#### THE PROBLEM:
Down to the final line, print the records below exactly and without pictures.

++++ GIVEN INFORMATION ++++

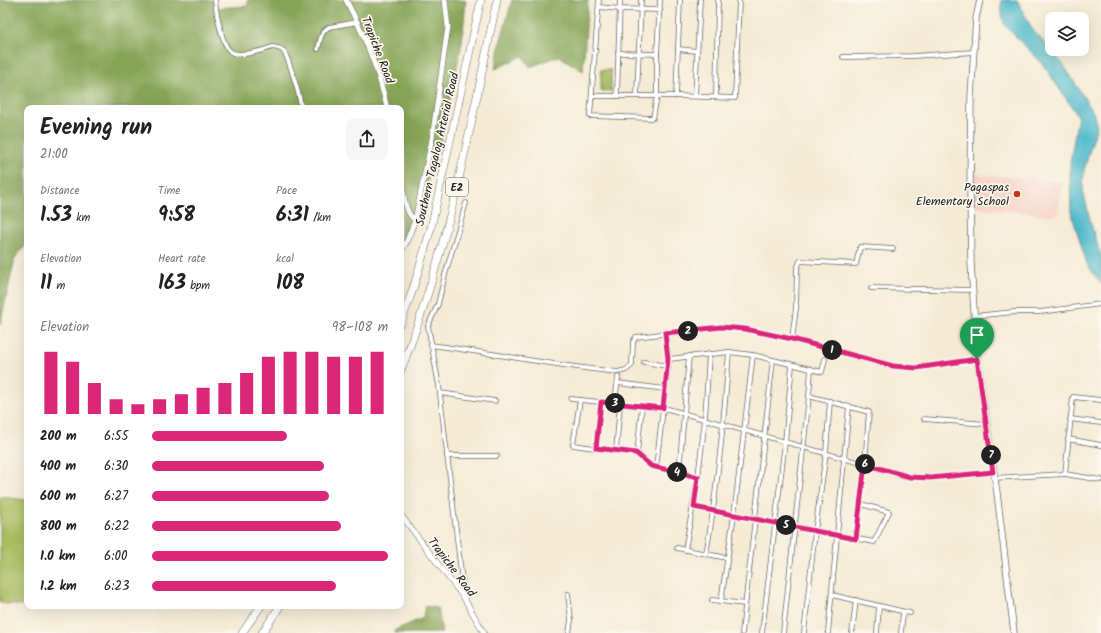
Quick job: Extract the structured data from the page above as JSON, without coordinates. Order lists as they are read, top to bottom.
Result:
{
  "streets": {
    "highway": ["Southern Tagalog Arterial Road", "E2"],
    "street": ["Trapiche Road"]
  },
  "places": ["Pagaspas Elementary School"],
  "page": {
    "heading": ["Evening run", "21:00"],
    "stats": [
      ["Distance", "1.53 km"],
      ["Time", "9:58"],
      ["Pace", "6:31 /km"],
      ["Elevation", "11 m"],
      ["Heart rate", "163 bpm"],
      ["kcal", "108"]
    ],
    "chart": ["Elevation", "98–108 m"],
    "pins": [
      "2",
      "1",
      "3",
      "7",
      "6",
      "4",
      "5"
    ],
    "list": [
      {
        "name": "200 m",
        "note": "6:55"
      },
      {
        "name": "400 m",
        "note": "6:30"
      },
      {
        "name": "600 m",
        "note": "6:27"
      },
      {
        "name": "800 m",
        "note": "6:22"
      },
      {
        "name": "1.0 km",
        "note": "6:00"
      },
      {
        "name": "1.2 km",
        "note": "6:23"
      }
    ]
  }
}
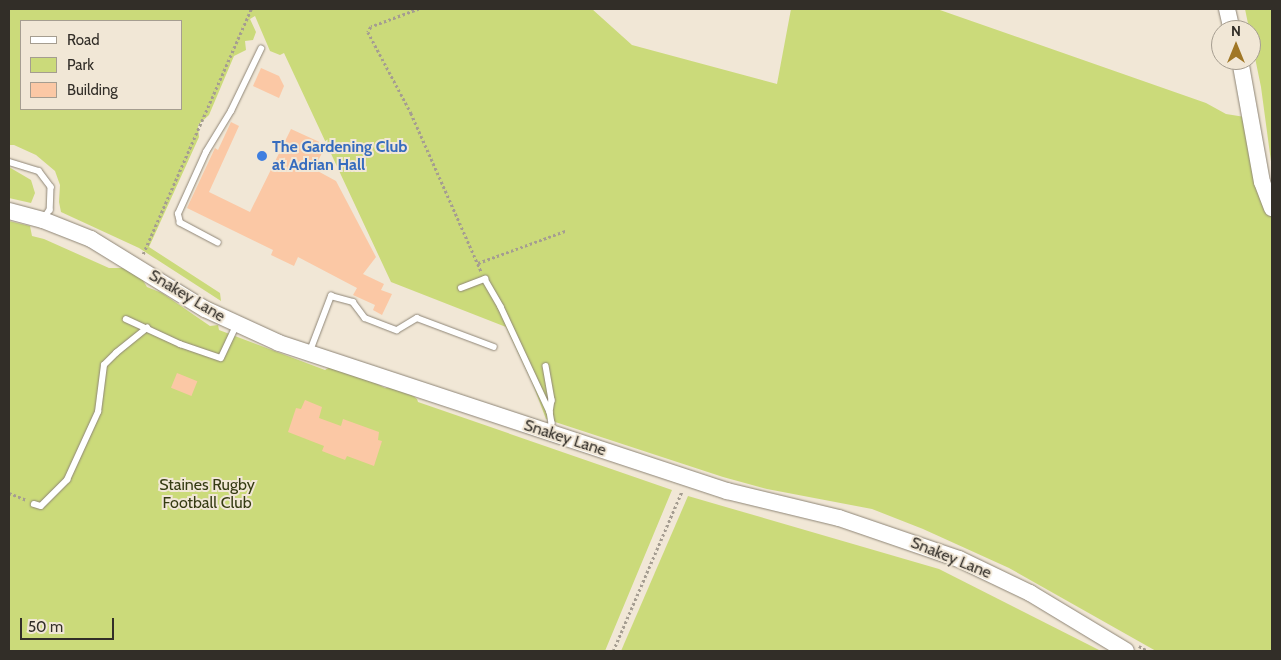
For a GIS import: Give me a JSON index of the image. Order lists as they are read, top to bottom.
{
  "streets": {
    "street": ["Snakey Lane"]
  },
  "parks": ["Staines Rugby Football Club"],
  "places": ["The Gardening Club at Adrian Hall"],
  "legend": ["Road", "Park", "Building"],
  "scale_bar": "50 m",
  "north": "top"
}
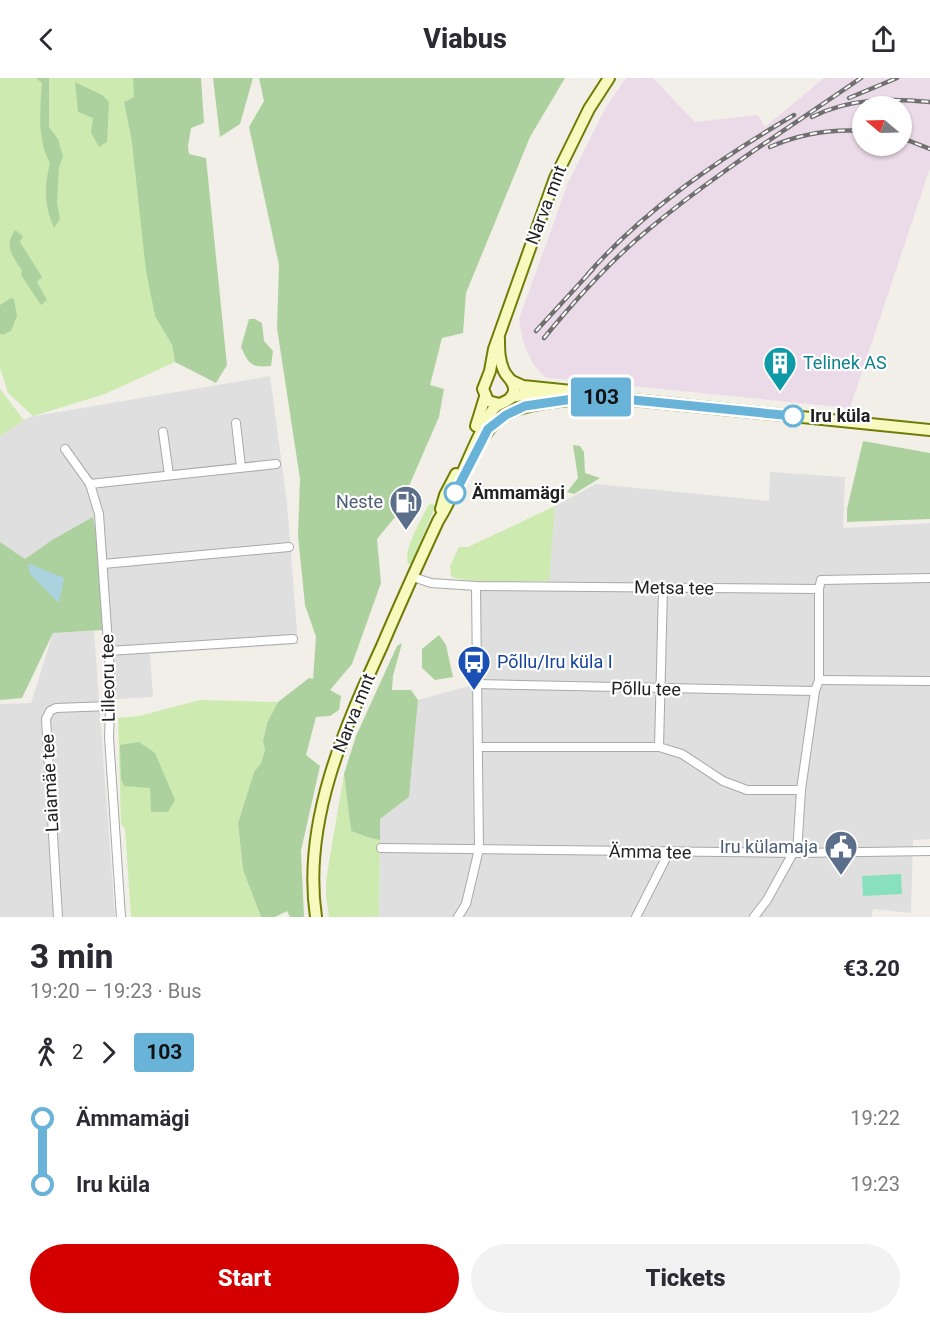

++++

#### RESPONSE AREA:
Quick job: Extract the structured data from the page above as JSON, without coordinates. Order lists as they are read, top to bottom.
Result:
{
  "streets": {
    "highway": ["Southern Tagalog Arterial Road", "E2"],
    "street": ["Trapiche Road"]
  },
  "places": ["Pagaspas Elementary School"],
  "page": {
    "heading": ["Evening run", "21:00"],
    "stats": [
      ["Distance", "1.53 km"],
      ["Time", "9:58"],
      ["Pace", "6:31 /km"],
      ["Elevation", "11 m"],
      ["Heart rate", "163 bpm"],
      ["kcal", "108"]
    ],
    "chart": ["Elevation", "98–108 m"],
    "pins": [
      "2",
      "1",
      "3",
      "7",
      "6",
      "4",
      "5"
    ],
    "list": [
      {
        "name": "200 m",
        "note": "6:55"
      },
      {
        "name": "400 m",
        "note": "6:30"
      },
      {
        "name": "600 m",
        "note": "6:27"
      },
      {
        "name": "800 m",
        "note": "6:22"
      },
      {
        "name": "1.0 km",
        "note": "6:00"
      },
      {
        "name": "1.2 km",
        "note": "6:23"
      }
    ]
  }
}
For a GIS import: Give me a JSON index of the image. Order lists as they are read, top to bottom.
{
  "streets": {
    "street": ["Snakey Lane"]
  },
  "parks": ["Staines Rugby Football Club"],
  "places": ["The Gardening Club at Adrian Hall"],
  "legend": ["Road", "Park", "Building"],
  "scale_bar": "50 m",
  "north": "top"
}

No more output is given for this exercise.